(Stored items from a collection)

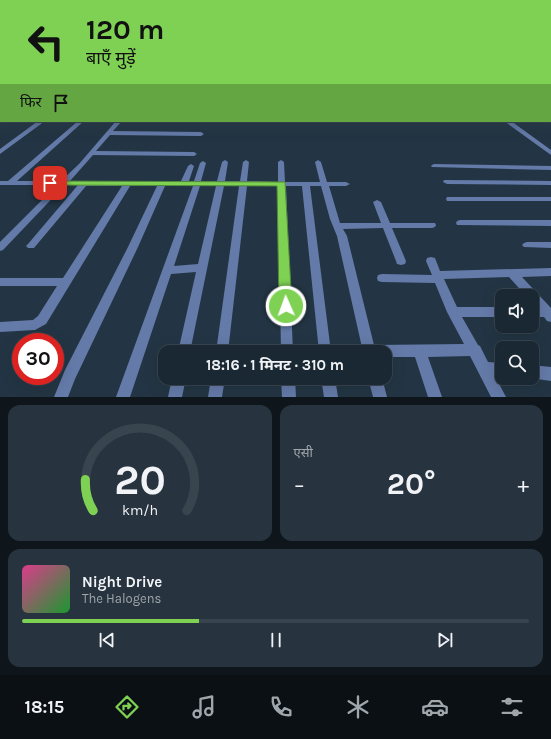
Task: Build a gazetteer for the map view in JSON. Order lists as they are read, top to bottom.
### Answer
{
  "page": {
    "turn": ["120 m", "बाएँ मुड़ें"],
    "then": "फिर",
    "limit": "30",
    "trip": "18:16 · 1 मिनट · 310 m",
    "tile": "एसी",
    "heat": ["−", "20°", "+"],
    "song": ["Night Drive", "The Halogens"],
    "tabs": "18:15",
    "gauge": ["20", "km/h"]
  }
}
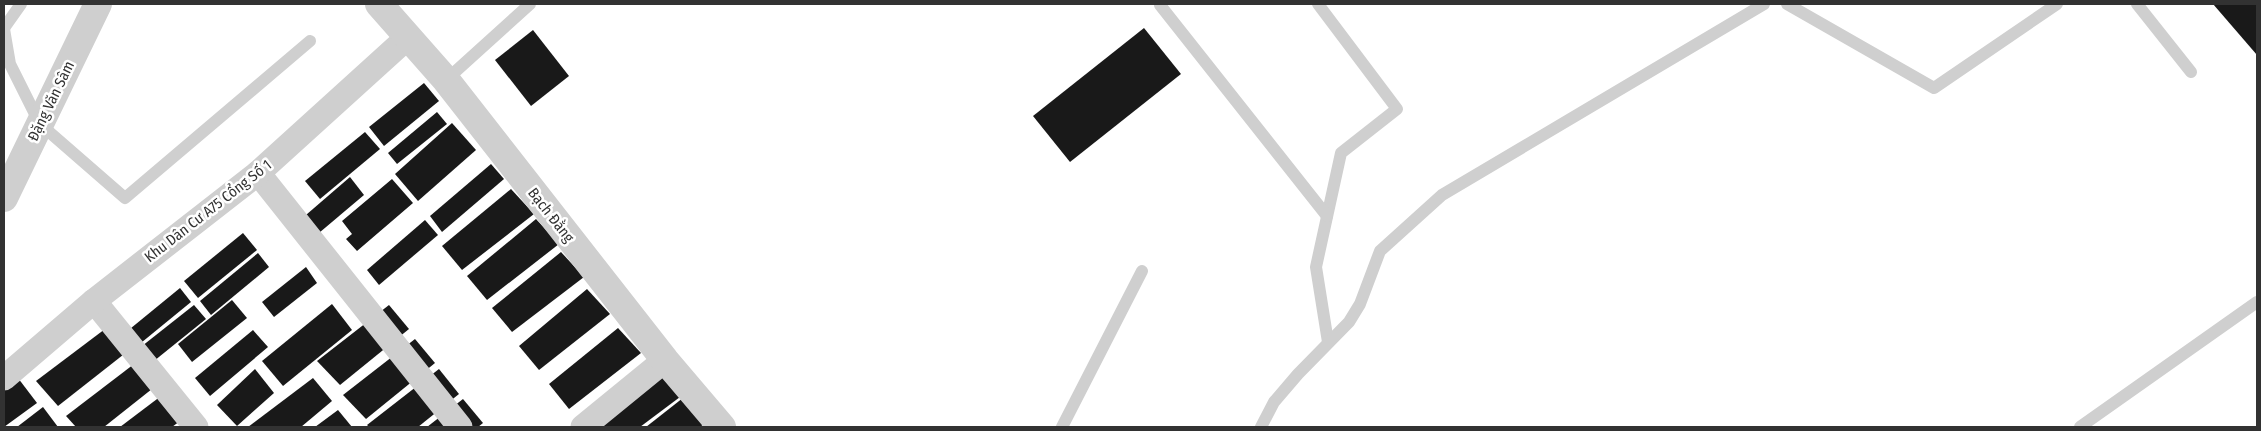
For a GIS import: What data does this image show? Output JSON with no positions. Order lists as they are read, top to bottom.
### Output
{
  "streets": {
    "street": ["Đặng Văn Sâm", "Khu Dân Cư A75 Cổng Số 1", "Bạch Đằng"]
  },
  "crossings": [
    ["Khu Dân Cư A75 Cổng Số 1", "Bạch Đằng"]
  ]
}
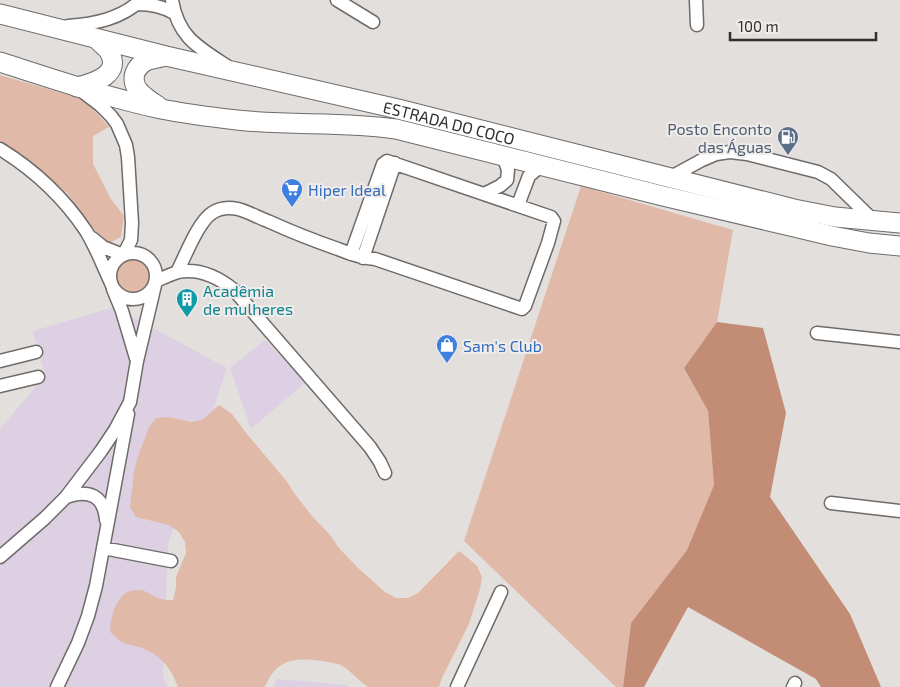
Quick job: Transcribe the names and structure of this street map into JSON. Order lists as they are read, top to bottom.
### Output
{
  "streets": {
    "highway": ["ESTRADA DO COCO"]
  },
  "places": {
    "fuel station": ["Posto Enconto das Águas"],
    "supermarket": ["Hiper Ideal"],
    "building": ["Acadêmia de mulheres"],
    "shop": ["Sam's Club"]
  },
  "scale_bar": "100 m"
}
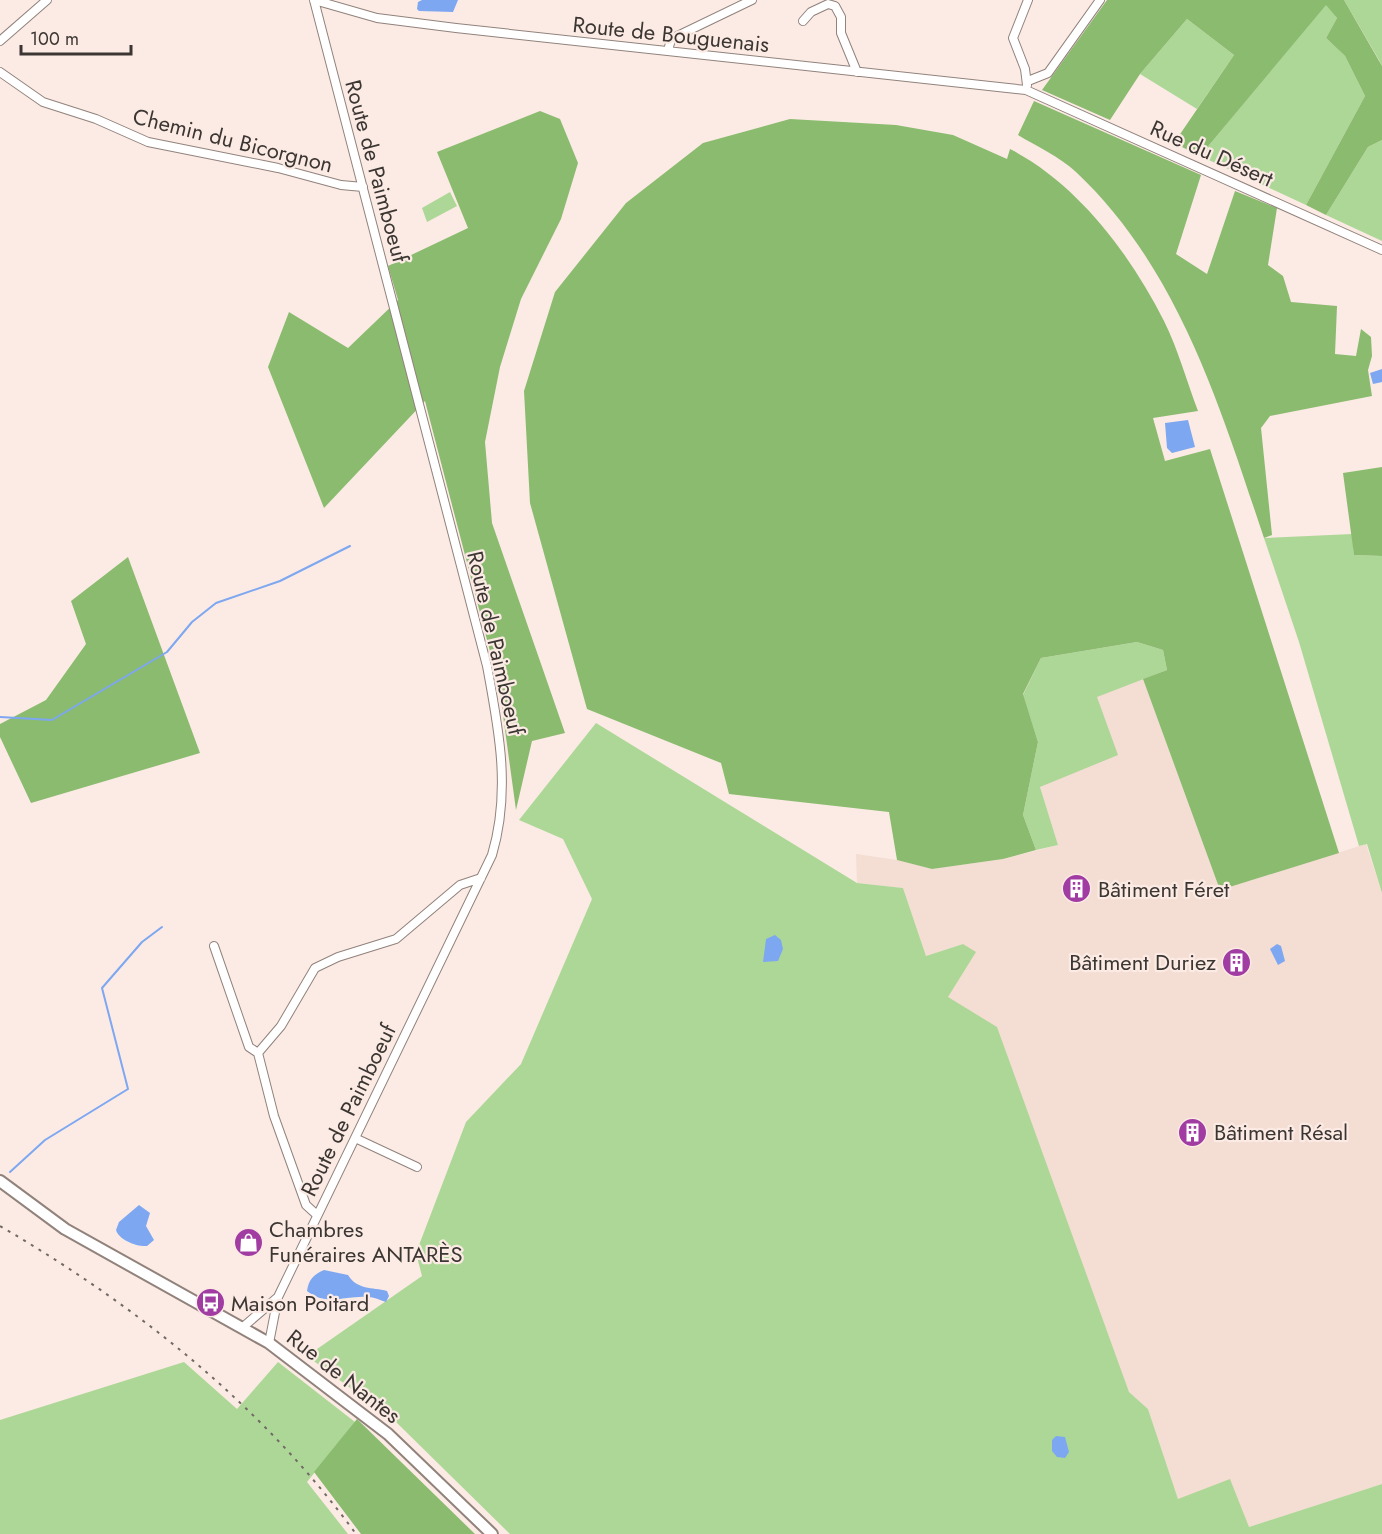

◆ **Required work**
The expected answer is every line in the data above that carries the string "Order".

◆ **Task solution**
Task: Build a gazetteer for the map view in JSON. Order lists as they are read, top to bottom.
For a GIS import: What data does this image show? Output JSON with no positions. Order lists as they are read, top to bottom.
Quick job: Transcribe the names and structure of this street map into JSON. Order lists as they are read, top to bottom.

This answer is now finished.